Old House Journal
• The advice to center your art at 57" from the floor (“eye level”) is an excellent starting point. Eye level is, however, lower in a dining room, where everyone is seated, than in a hallway. In period houses, other factors weigh in: ceiling height and odd proportions, height of wainscots and plate rails, and conventions of the era.
• Keep in mind that most people hang pictures too high. Forget where the ceiling is—consider the viewer.
• Generally, do create a center point across the walls, with the center of each framed piece the same distance from the floor.
But: There is precedent for breaking the “center” rule. For example, three framed pieces hung with their bottoms level, the same distance above the top rail of a wood wainscot, will give a formal and ordered feeling to the grouping.
• In gallery-type hanging, with multiple framed pieces hung over one another, consider hanging the upper-wall pieces to lean downward away from the wall for better viewing. Lower art can be hung flat to the wall.
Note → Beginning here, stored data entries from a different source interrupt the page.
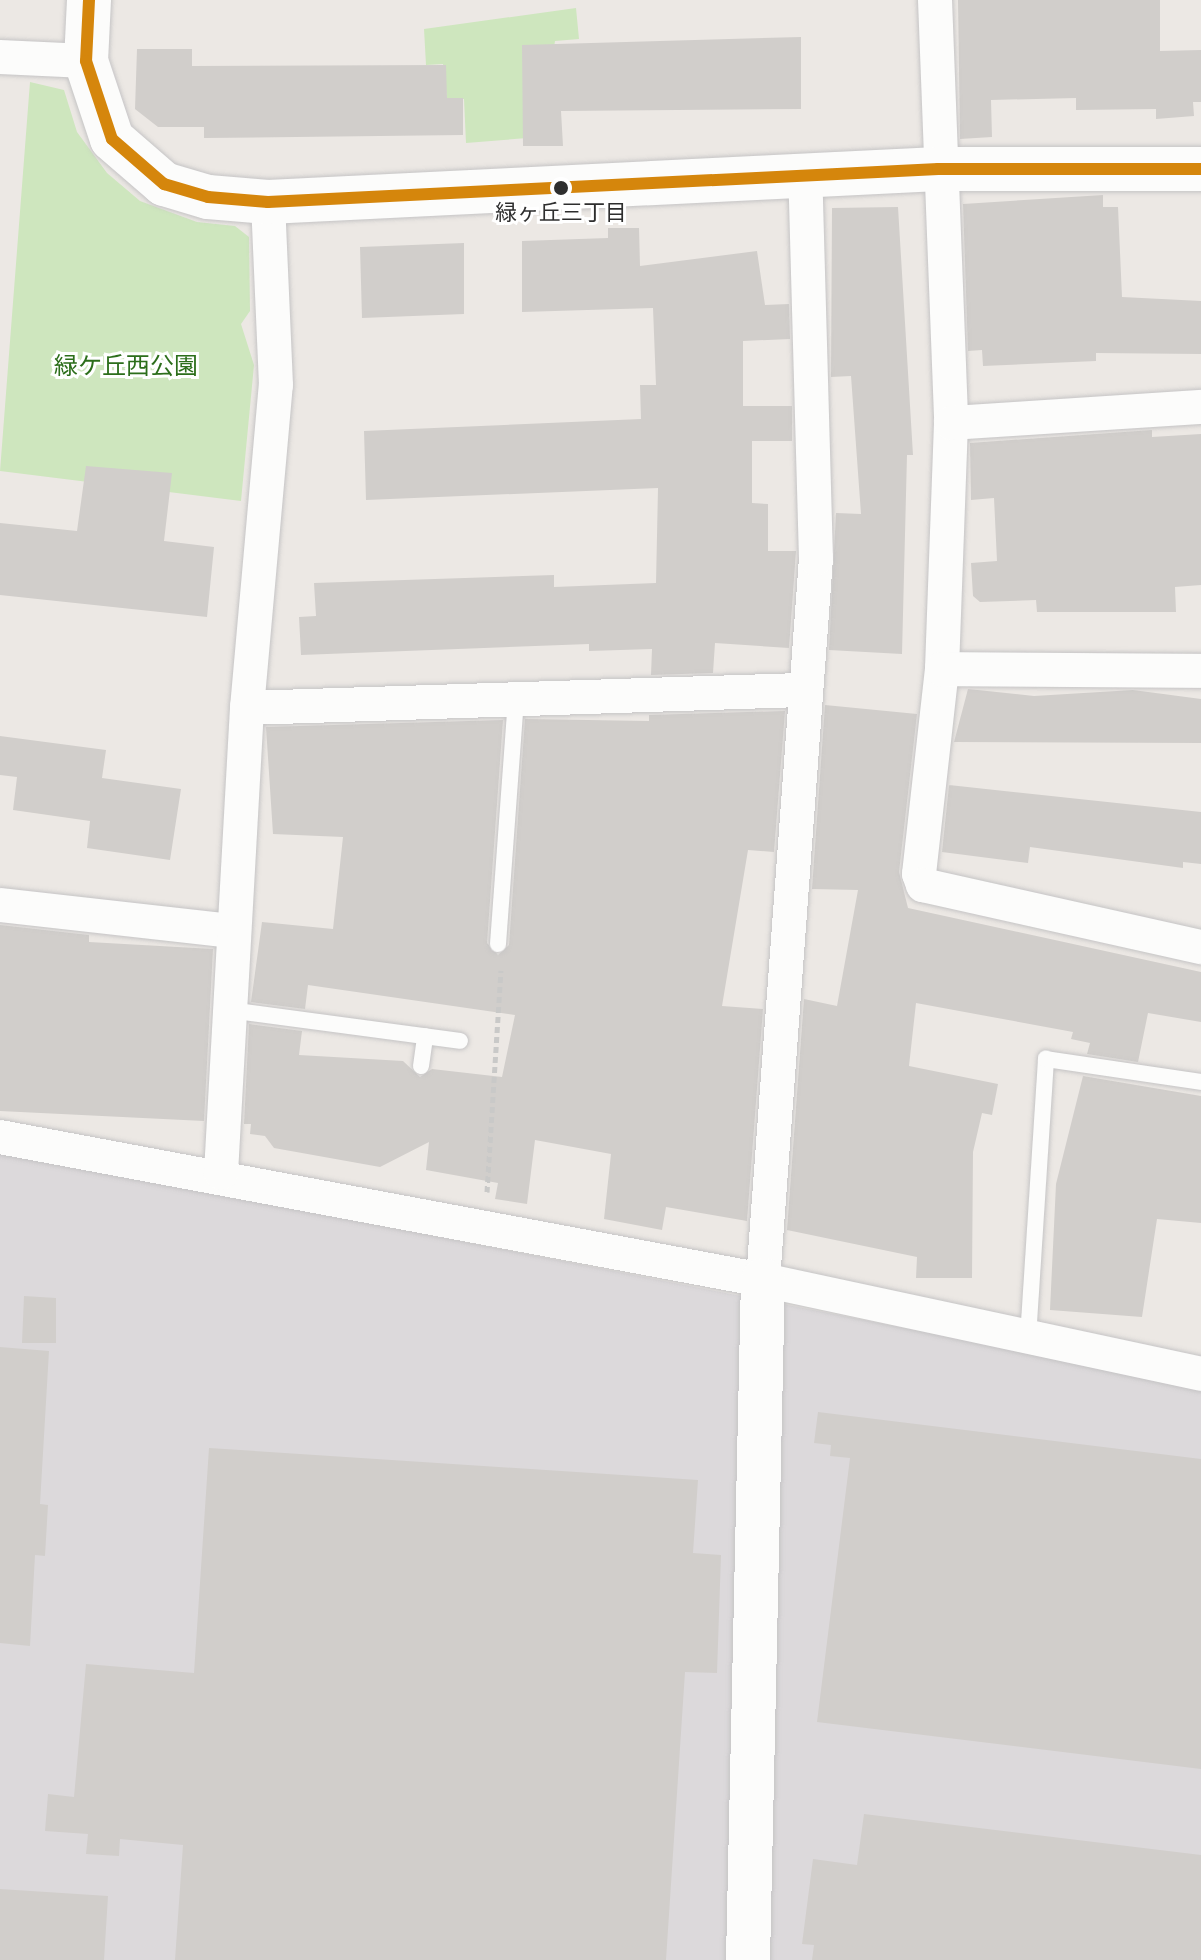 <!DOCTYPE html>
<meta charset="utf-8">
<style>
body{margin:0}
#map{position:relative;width:1201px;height:1960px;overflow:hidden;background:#ece8e4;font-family:Poppins,"Noto Sans JP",sans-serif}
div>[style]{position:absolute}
.industrial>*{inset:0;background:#dcd9db}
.green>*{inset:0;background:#cee6be}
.building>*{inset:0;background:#d1cecb}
.path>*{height:5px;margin-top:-2.5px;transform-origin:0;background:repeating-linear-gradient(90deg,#c9c9c8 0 6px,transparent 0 10px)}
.roads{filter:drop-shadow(0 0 2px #c5c4c5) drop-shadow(0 0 2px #c5c4c5)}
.lane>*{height:16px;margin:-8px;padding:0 8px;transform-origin:8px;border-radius:8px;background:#fcfcfb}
.street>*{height:34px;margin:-17px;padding:0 17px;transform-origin:17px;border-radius:17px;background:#fcfcfb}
.secondary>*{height:44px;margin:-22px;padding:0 22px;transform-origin:22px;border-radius:22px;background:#fcfcfb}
.bus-1>*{height:12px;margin:-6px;padding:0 6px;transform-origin:6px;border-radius:6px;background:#d5860c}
.dots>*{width:22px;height:22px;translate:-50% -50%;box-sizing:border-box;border:4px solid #fff;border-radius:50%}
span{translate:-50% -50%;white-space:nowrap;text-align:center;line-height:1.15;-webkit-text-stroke:6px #fff;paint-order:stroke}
.bus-label{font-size:22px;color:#2e2e2e}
.park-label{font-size:24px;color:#2c6e1b}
</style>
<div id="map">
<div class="industrial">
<div style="clip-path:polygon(0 1151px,1201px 1386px,1201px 1960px,0 1960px)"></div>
</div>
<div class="green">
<div style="clip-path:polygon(576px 8px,579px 39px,555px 41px,540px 137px,466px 143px,464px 99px,447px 98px,443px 64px,426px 65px,424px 29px)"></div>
<div style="clip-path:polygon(30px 82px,64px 90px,77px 132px,107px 173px,140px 201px,197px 222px,235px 226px,249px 237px,250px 311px,241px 324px,254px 365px,241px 501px,0 471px)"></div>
</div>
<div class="building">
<div style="clip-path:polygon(958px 0,1160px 0,1160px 51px,1201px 50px,1201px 102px,1193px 102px,1194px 116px,1156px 119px,1156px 109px,1076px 110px,1076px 98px,991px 100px,992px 137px,960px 139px)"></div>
<div style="clip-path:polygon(801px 37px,801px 109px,561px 111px,563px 146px,523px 146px,522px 45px)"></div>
<div style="clip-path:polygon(137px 49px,192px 49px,192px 66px,446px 65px,447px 98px,463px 98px,463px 135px,204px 138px,204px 127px,158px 127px,135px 109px)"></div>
<div style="clip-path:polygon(1103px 195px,1103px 207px,1118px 207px,1122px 297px,1201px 301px,1201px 354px,1096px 353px,1096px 361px,983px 366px,982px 350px,968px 351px,963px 204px)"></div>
<div style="clip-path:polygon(898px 207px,913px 455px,907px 455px,902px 654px,829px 650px,836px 513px,861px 514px,851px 376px,831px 377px,832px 208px)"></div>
<div style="clip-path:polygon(608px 228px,639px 228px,640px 266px,757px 251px,765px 305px,789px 304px,790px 339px,743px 341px,743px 406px,792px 406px,792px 441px,752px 441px,752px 503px,768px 504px,768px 551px,796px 551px,789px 648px,715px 643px,713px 673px,651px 675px,652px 649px,589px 651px,589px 644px,301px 655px,299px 617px,316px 616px,314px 583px,554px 575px,554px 587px,656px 583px,658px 488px,366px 500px,364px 431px,641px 419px,640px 385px,656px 385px,653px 308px,522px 312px,522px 241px,608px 238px)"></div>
<div style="clip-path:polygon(464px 243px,464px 314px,362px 318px,360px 247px)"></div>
<div style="clip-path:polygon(1152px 430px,1152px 437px,1201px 434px,1201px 585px,1175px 587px,1176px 612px,1037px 612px,1036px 600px,980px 602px,973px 596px,971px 563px,997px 561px,994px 498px,971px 500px,970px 443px)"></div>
<div style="clip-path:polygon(86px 466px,172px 473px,164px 541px,214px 547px,207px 617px,0 595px,0 523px,77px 531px)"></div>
<div style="clip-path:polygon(968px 689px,1034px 696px,1133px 690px,1201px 699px,1201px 743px,954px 742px)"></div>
<div style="clip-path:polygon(825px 705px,917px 714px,899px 872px,908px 908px,1201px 972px,1201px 1022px,1148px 1013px,1138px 1062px,1087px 1054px,1090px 1043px,1071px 1039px,1073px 1032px,916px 1003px,909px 1066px,998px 1084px,992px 1115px,982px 1113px,973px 1152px,972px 1278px,916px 1278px,917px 1257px,787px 1230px,804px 999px,837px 1006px,858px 890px,812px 889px)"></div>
<div style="clip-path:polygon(785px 711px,774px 852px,748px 850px,722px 1006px,763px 1009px,747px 1221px,666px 1207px,662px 1230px,604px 1219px,611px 1154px,535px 1140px,527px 1204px,495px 1199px,498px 1183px,426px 1170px,429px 1142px,380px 1167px,274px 1148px,265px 1136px,250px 1134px,251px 1124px,244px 1124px,249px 1024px,302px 1031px,299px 1055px,403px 1061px,420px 1077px,432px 1069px,502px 1077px,515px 1015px,308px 985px,305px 1009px,251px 1002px,262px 922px,333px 929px,343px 837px,273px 834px,266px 727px,503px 720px,487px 943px,498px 955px,509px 945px,525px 719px,649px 721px,649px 715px)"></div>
<div style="clip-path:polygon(0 736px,106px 750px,102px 778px,181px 789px,170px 860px,87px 848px,90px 821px,13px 810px,17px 777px,0 775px)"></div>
<div style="clip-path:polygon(950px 776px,949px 785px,1201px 812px,1201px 864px,1183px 862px,1183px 868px,1030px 847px,1028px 863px,942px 852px)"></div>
<div style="clip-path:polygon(0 925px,89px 935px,89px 942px,213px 949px,204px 1121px,0 1111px)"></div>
<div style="clip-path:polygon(1083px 1076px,1201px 1096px,1201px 1223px,1157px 1219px,1142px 1317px,1050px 1310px,1056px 1184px)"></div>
<div style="clip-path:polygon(24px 1296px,56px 1298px,56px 1343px,22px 1343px)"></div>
<div style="clip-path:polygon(0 1347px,49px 1351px,40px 1504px,48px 1505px,45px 1556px,35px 1555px,30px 1646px,0 1643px)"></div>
<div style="clip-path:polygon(818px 1412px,1201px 1459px,1201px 1769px,817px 1722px,850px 1458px,830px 1456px,831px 1445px,814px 1443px)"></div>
<div style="clip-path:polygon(209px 1448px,698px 1480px,693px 1553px,721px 1555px,717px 1673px,685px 1672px,666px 1960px,175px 1960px,183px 1845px,120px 1839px,119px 1856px,86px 1854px,88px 1834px,45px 1831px,48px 1794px,74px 1797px,86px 1664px,194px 1673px)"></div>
<div style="clip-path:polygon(864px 1814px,1201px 1855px,1201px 1960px,812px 1960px,814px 1945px,802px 1944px,813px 1859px,857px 1865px)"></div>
<div style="clip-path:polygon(0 1889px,108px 1896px,104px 1960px,0 1960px)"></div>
</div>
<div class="path">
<div style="left:487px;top:1192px;width:222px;rotate:-86.4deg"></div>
</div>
<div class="roads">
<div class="lane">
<div style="left:498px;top:944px;width:248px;rotate:-85.8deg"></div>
<div style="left:229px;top:1010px;width:233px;rotate:7.6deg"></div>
<div style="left:421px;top:1066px;width:30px;rotate:-82deg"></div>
<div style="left:1028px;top:1338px;width:280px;rotate:-86.3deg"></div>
<div style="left:1046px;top:1059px;width:157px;rotate:8.4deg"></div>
</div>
<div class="street">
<div style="left:935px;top:0;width:423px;rotate:87.8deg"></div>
<div style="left:951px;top:423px;width:246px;rotate:92.1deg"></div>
<div style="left:942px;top:669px;width:206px;rotate:96.4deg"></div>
<div style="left:919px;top:874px;width:12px;rotate:70deg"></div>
<div style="left:923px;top:885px;width:285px;rotate:12.6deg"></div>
<div style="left:0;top:57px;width:86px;rotate:2.7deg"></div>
<div style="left:951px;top:423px;width:251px;rotate:-3.7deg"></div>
<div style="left:942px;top:669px;width:259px;rotate:0.4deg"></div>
<div style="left:247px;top:708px;width:555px;rotate:-1.86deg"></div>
<div style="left:0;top:905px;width:233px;rotate:6.4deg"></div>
<div style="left:0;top:1137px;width:776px;rotate:10.62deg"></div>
<div style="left:763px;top:1280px;width:448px;rotate:12.1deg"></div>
<div style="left:221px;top:1173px;width:466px;rotate:-86.8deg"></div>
<div style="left:247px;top:708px;width:324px;rotate:-84.9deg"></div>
<div style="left:276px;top:385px;width:183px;rotate:-92.5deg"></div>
<div style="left:763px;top:1280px;width:723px;rotate:-85.8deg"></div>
<div style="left:816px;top:559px;width:385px;rotate:-91.6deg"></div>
</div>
<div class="secondary">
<div style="left:89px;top:0;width:61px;rotate:92.8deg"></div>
<div style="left:86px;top:61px;width:82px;rotate:71.6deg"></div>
<div style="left:112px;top:139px;width:69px;rotate:40.9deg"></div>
<div style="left:164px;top:184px;width:46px;rotate:16.5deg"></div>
<div style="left:208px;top:197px;width:60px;rotate:4.8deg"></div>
<div style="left:268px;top:202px;width:671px;rotate:-2.82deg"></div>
<div style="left:938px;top:169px;width:263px"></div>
<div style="left:748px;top:1960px;width:680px;rotate:-88.74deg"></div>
</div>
</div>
<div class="bus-1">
<div style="left:89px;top:0;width:61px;rotate:92.8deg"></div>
<div style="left:86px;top:61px;width:82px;rotate:71.6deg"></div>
<div style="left:112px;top:139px;width:69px;rotate:40.9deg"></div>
<div style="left:164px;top:184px;width:46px;rotate:16.5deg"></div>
<div style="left:208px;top:197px;width:60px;rotate:4.8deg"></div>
<div style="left:268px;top:202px;width:671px;rotate:-2.82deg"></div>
<div style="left:938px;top:169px;width:263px"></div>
</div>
<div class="dots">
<div style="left:561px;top:188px;background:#2e2e2e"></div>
</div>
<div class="bus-label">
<span style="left:561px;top:213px">緑ヶ丘三丁目</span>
</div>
<div class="park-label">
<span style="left:126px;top:366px">緑ケ丘西公園</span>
</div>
</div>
• Create an arrangement on the floor (or a large tabletop) before committing to wall hanging. Better yet, create a kraft-paper template (the same size and shape) of each framed piece, then tack them in place to arrange and re-arrange for a pleasing composition.
• Create vignettes by hanging art close to the table or sofa. Don’t leave wide, distracting swatches of wall between furniture and artwork. Aim for three to six inches.
• Bigger pictures (or a related grouping) are generally better than small pieces orphaned on a wall. More is usually better than less; if not in a whole house or a whole room, then certainly on one wall or going up a stair. Commit to it!
• In the 19th century, special art often rested on an easel.
• Decorators advise framing all art in a room the same way, or sticking to one wood species or matte color. But
that might ruin the “evolved over time” sensibility that suits old houses; frame for the art, not the room.
• Emphasizing the vertical adds height to a room.
• In framing and hanging,
emphasizing the horizontal generates calm and widens a narrow room.
• Victorian arrangements famously mixed frame shapes: ovals for portraits, circles for silhouettes, using wide and vertical subjects together.